Quel che Colavito migliorerebbe dell’Italia è la nostra burocrazia: documenti, permessi, ecc. «Negli Stati Uniti – dice – tutto è molto più snello e veloce. In Italia, le procedure sono molto più lunghe, la burocrazia è lenta, c’è troppa modulistica. In America, se uno vuole aprire un’attività o avere una licenza, può farlo tranquillamente.

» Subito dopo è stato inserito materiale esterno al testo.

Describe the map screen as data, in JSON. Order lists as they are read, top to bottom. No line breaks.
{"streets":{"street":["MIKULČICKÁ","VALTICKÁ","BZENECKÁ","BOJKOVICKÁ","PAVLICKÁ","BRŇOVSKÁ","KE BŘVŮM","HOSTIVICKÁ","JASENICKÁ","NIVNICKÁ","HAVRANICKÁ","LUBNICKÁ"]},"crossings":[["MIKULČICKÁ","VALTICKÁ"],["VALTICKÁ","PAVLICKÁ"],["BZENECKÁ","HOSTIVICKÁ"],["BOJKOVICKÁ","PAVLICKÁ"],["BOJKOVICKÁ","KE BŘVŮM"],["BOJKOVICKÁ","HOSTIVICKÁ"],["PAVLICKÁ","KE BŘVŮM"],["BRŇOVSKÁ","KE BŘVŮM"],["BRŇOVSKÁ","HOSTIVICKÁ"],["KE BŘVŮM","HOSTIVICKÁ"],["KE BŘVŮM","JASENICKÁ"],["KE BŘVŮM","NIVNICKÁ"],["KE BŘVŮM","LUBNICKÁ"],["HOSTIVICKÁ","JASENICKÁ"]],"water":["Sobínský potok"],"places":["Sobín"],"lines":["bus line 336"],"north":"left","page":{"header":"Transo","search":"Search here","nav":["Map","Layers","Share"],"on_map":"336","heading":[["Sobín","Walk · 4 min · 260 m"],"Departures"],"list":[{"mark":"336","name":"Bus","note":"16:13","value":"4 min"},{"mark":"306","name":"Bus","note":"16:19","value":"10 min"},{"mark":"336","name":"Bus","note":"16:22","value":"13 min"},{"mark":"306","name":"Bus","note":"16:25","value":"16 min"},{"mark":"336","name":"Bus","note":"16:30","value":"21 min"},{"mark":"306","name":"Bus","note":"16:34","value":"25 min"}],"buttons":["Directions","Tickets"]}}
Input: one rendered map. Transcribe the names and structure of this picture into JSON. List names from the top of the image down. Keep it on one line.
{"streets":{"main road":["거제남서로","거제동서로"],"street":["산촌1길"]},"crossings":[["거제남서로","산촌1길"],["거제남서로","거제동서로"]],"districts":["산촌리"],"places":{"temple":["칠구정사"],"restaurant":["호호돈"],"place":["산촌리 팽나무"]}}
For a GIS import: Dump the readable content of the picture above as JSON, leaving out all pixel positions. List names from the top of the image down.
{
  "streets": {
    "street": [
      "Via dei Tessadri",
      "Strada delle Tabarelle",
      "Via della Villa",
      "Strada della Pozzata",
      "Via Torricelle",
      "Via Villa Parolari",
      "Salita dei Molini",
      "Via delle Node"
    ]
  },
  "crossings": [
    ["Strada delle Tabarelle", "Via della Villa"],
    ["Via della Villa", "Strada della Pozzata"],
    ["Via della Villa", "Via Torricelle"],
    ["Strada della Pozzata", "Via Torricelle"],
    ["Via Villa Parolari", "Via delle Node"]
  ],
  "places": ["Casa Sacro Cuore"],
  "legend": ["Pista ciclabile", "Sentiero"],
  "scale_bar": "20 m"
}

In Italia, invece, tutto è più macchinoso e complicato».

Marino Giancroce – imprenditore, sposato, due figli che parlano italiano – è originario della provincia di Teramo, in Abruzzo. Arrivò negli Stati Uniti all’età di 13 anni. «Dopo due anni di università – ricorda – mi sono messo a lavorare in proprio nel campo della ristorazione». Per sei anni, Giancroce è stato presidente regionale dell’Associazione Abruzzesi: un sodalizio che esiste da quindici anni. «Ho sempre cercato di mantenere le nostre tradizioni – afferma – e di insegnare ai nostri bambini la lingua italiana in modo tale che quando vanno in Italia possono farsi capire mentre qui in America possono parlarla con i loro amici italiani. Nella zona di Chester vivono circa 10 mila tra italiani e italo-americani».

Per quanto concerne la frammentazione dell’associazionismo italiano, Giancroce sostiene che «sarebbe meglio avere un’unica organizzazione piuttosto che molti sodalizi di ogni paese o regione d’Italia. I nostri bisnonni e nonni quando vennero qui, si formarono subito il loro gruppo, e adesso è difficile cambiare le cose. Se si fossero messi subito insieme, tutti gli italiani sarebbero diventati molto più forti, e avrebbero molto più peso negli Stati Uniti dove si sta bene economicamente – conclude Giancroce – anche se, per il resto, si vive meglio in Italia».